2.      Wolfgang Kohler (1887-1967)
Kohler lahir di Reval, Estonia pada tanggal 21 Januari 1887. Kohler memperoleh gelar Ph.D pada tahun 1908 di bawah bimbingan C. Stumpf di Berlin. Ia kemudian pergi ke Frankfurt. Saat bertugas sebagai asisten dari F. Schumman, ia bertemu dengan Wartheimer dan Koffka. Kohler berkarier mulai tahun 1913-1920, ia bekerja sebagai Direktur stasiun “Anthrophoid” dari Akademi Ilmu-Ilmu Persia di Teneriffe, di mana pernah melakukan penyelidikannya terhadap inteligensi kera. Hasil kajiannya ditulis dalam buku betajuk The Mentality of Apes (1925). Eksperimennya adalah : seekor simpanse diletakkan di dalam sangkar. Pisang digantung di atas sangkar. Di dalam sangkar terdapat beberapa kotak berlainan jenis. Mula-mula hewan itu melompat-lompat untuk mendapatkan pisang itu tetapi tidak berhasil. Karena usaha-usaha itu tidak membawa hasil, simpanse itu berhenti sejenak, seolah-olah memikir cara untuk mendapatkan pisang itu.

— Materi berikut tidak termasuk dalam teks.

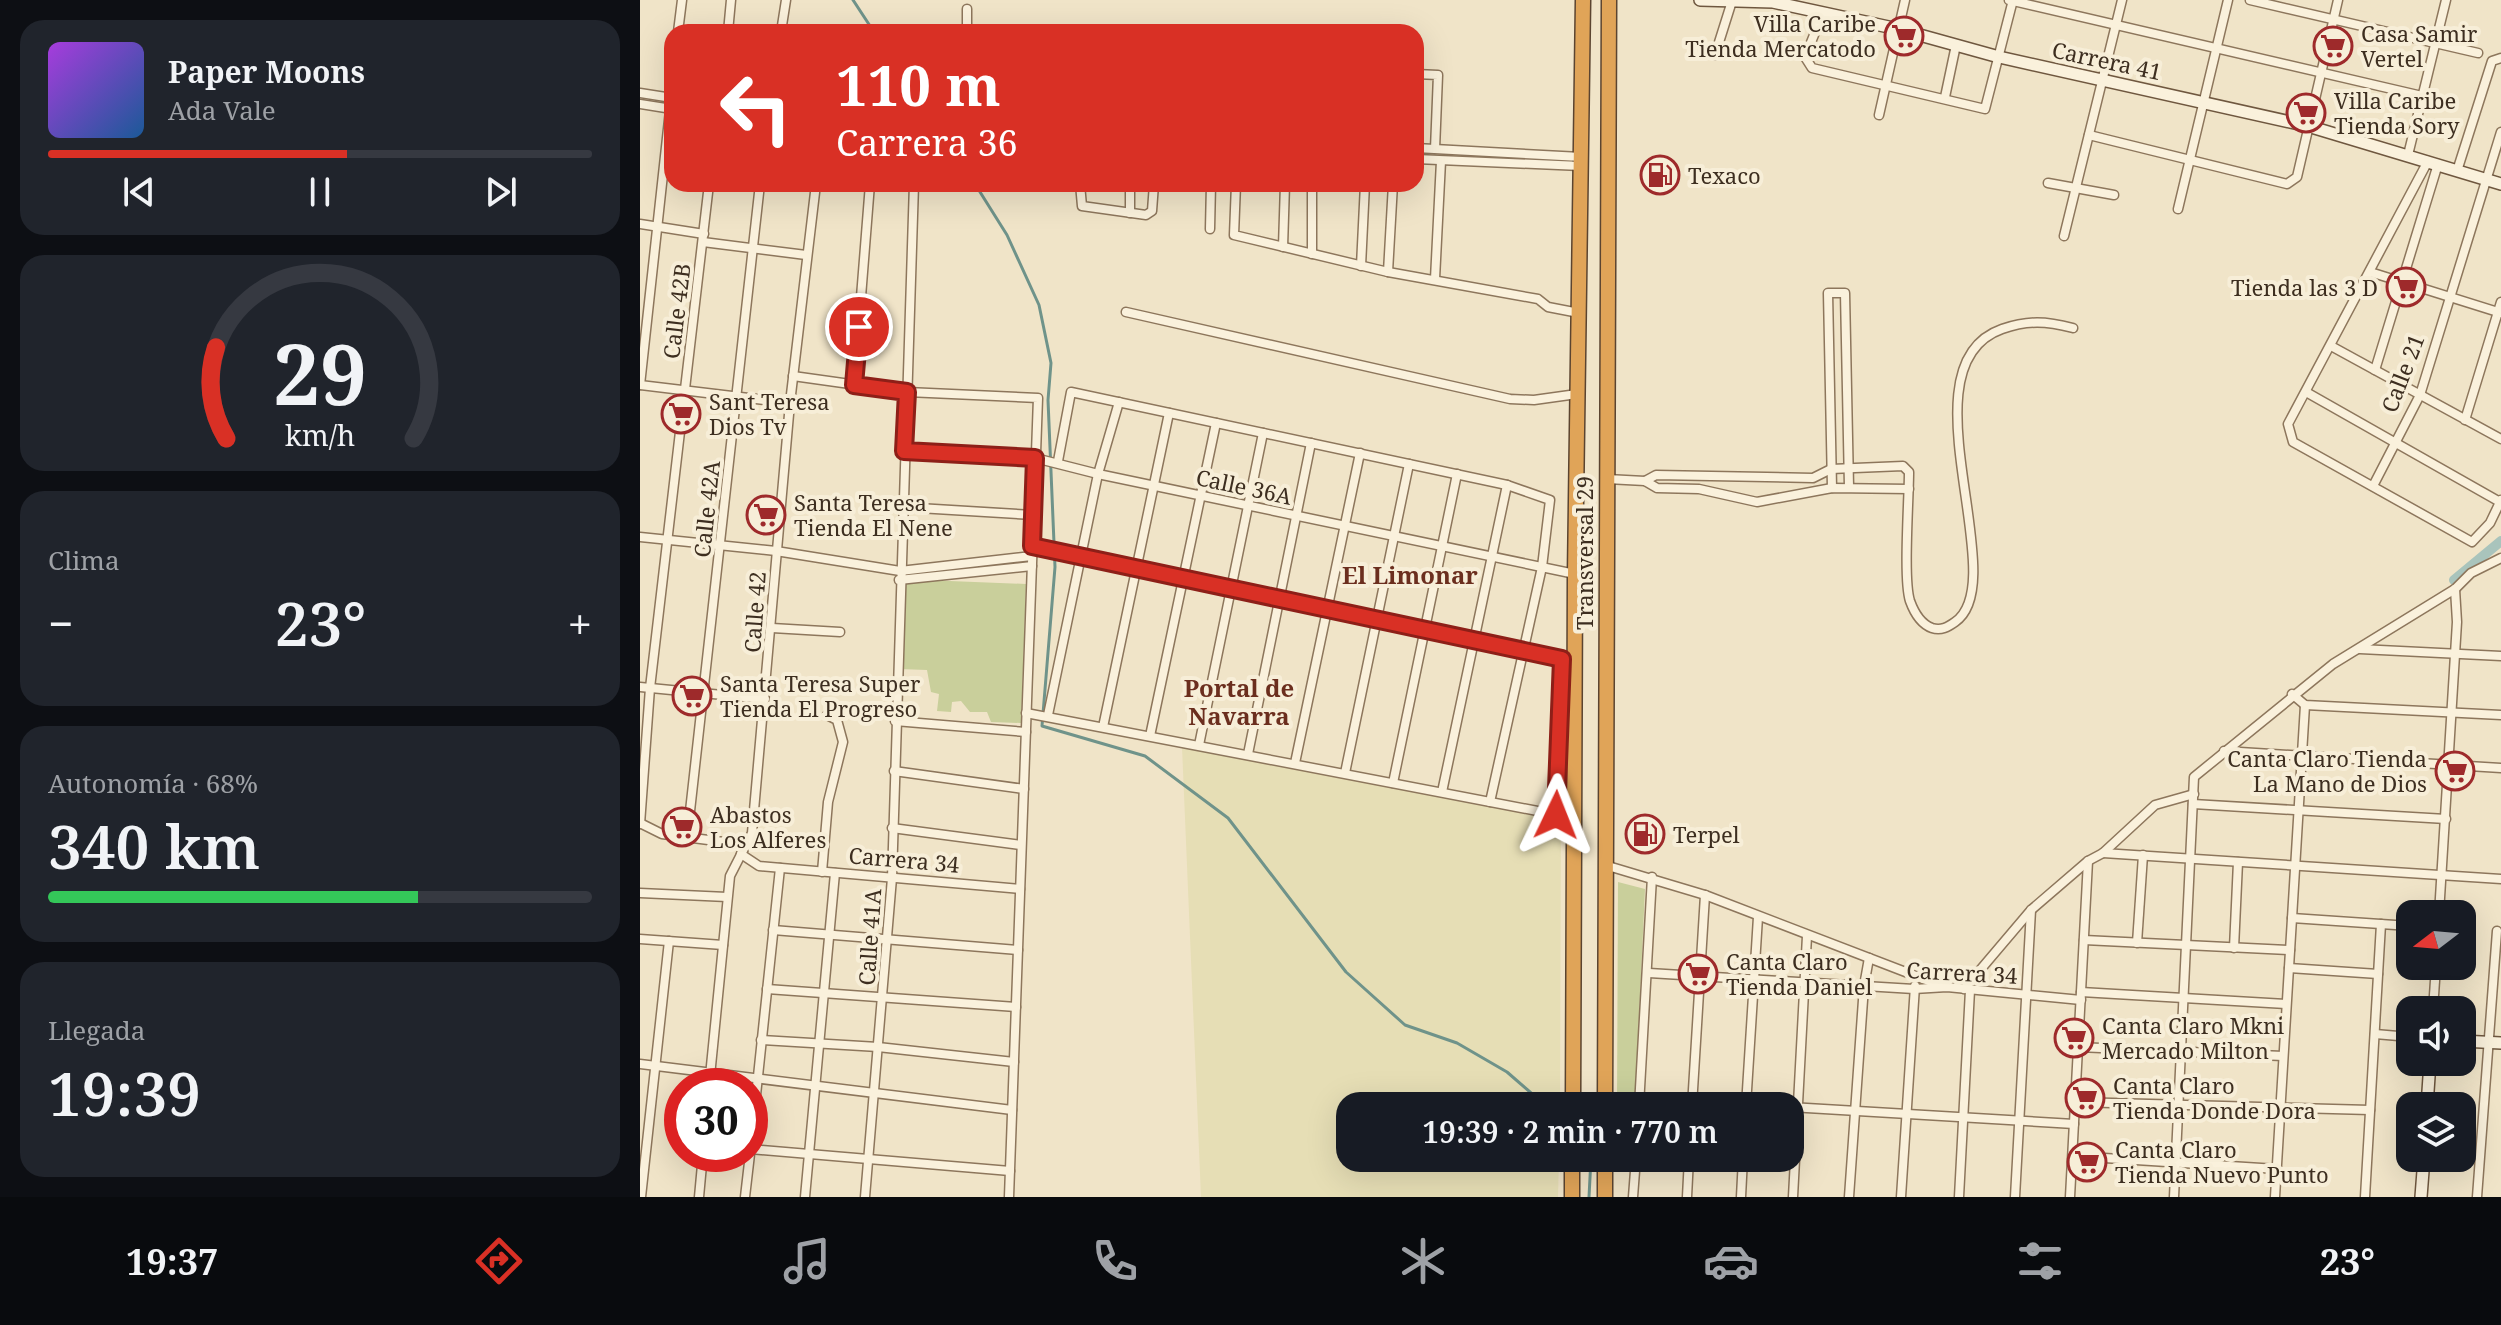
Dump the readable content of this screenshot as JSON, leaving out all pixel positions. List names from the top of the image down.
{
  "streets": {
    "highway": ["Transversal 29"],
    "street": [
      "Carrera 41",
      "Calle 42B",
      "Calle 21",
      "Calle 36A",
      "Calle 42A",
      "Calle 42",
      "Carrera 34",
      "Calle 41A"
    ]
  },
  "crossings": [
    ["Carrera 41", "Calle 21"],
    ["Calle 36A", "Transversal 29"],
    ["Calle 36A", "Calle 41A"],
    ["Calle 42", "Carrera 34"],
    ["Carrera 34", "Calle 41A"]
  ],
  "districts": ["El Limonar", "Portal de Navarra"],
  "places": {
    "supermarket": [
      "Villa Caribe Tienda Mercatodo",
      "Casa Samir Vertel",
      "Villa Caribe Tienda Sory",
      "Tienda las 3 D",
      "Sant Teresa Dios Tv",
      "Santa Teresa Tienda El Nene",
      "Santa Teresa Super Tienda El Progreso",
      "Canta Claro Tienda La Mano de Dios",
      "Abastos Los Alferes",
      "Canta Claro Tienda Daniel",
      "Canta Claro Mkni Mercado Milton",
      "Canta Claro Tienda Donde Dora",
      "Canta Claro Tienda Nuevo Punto"
    ],
    "fuel station": ["Texaco", "Terpel"]
  },
  "north": "left",
  "page": {
    "turn": ["110 m", "Carrera 36"],
    "song": ["Paper Moons", "Ada Vale"],
    "tile": [
      "Clima",
      ["Autonomía · 68%", "340 km"],
      ["Llegada", "19:39"]
    ],
    "heat": ["−", "23°", "+"],
    "limit": "30",
    "trip": "19:39 · 2 min · 770 m",
    "tabs": ["19:37", "23°"],
    "gauge": ["29", "km/h"]
  }
}
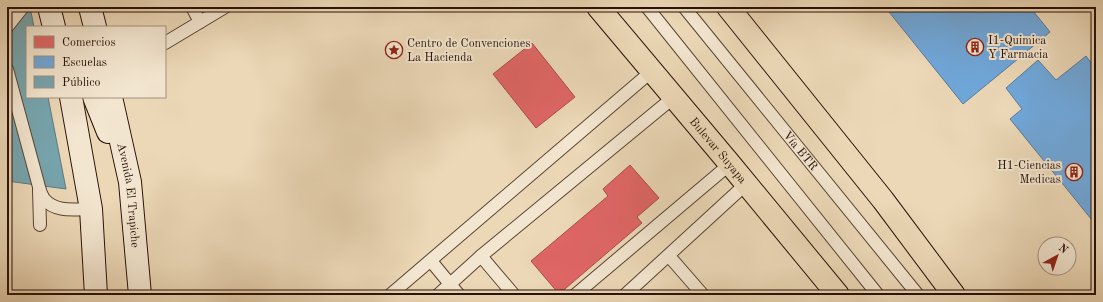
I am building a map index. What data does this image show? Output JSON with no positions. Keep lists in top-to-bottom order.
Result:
{
  "streets": {
    "main road": ["Bulevar Suyapa", "Avenida El Trapiche"],
    "lane": ["Vía BTR"]
  },
  "places": {
    "building": ["I1-Quimica Y Farmacia", "H1-Ciencias Medicas"],
    "place": ["Centro de Convenciones La Hacienda"]
  },
  "legend": ["Comercios", "Escuelas", "Público"],
  "north": "top right"
}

Tiba-tiba hewan itu dapat sesuatu ide dan kemudian menyusun kotak-kotak yang tersedia untuk dijadikan tangga dan memanjatnya untuk mencapai pisang itu. 
3.      Kurt Koffka (1886-1941)
Koffka lahir di Berlin tanggal 18 Maret 1886. Kariernya dalam psikologi dimulai sejak dia diberi gelar doktor oleh Universitas Berlin pada tahun 1908. Pada tahun 1910. Koffka kepada psikologi adalah penyajian yang sistematis dan pengamalan dari prinsip-prinsip Gestalt dalam rangkaian gejala psikologi, mulai persepsi, belajar, mengingat, sampai kepada psikologi belajar dan psikologi sosial. Teori Koffka tentang belajar didasarkan pada anggapan bahwa belajar dapat diterangkan dengan prinsip-prinsip psikologi Gestalt.
2.2. Prinsip Belajar Gestalt
1.      Periode Pra solusi
Konsep ini dapat dijelaskan dengan disequillibrium sebagai trial and error secara kognitif. Menurut gestaltis, organisme menguji sejumlah hipotesis dengan cara yang paling efektif untuk memecahkan problem. Gestalt lebih menekankan pada prinsip kognitif trial and error bukan pada behavior trial and error.
2.      Insightful learning (belajar berwawasan)
Insightful learning adalah bagaiman akita memahami masalah, bukan merupakan sebuah ilham yang datang secara tiba-tiba. Terdapat dua proses dalam insightful learning ini yakni :
·         Recognize situation : pemahaman akan situasi dan masalah.
·         Detout problems : problem solving atau pemecahan masalah.
3.      Transposisi
Belajar terjadi melalui proses transposisi yakni ketika satu prinsip pemecahan masalah dalam satu situasi diaplikasikan kedalam problem lain. Menurut behavioris pandangan mereka tentang koneksi S-R pada proses belajar disebut sebagai absolute theory. Sedangkan gestalt lebih menekankan perbandingan antara dua stimuli dan pendapatnya disebut Relational theory.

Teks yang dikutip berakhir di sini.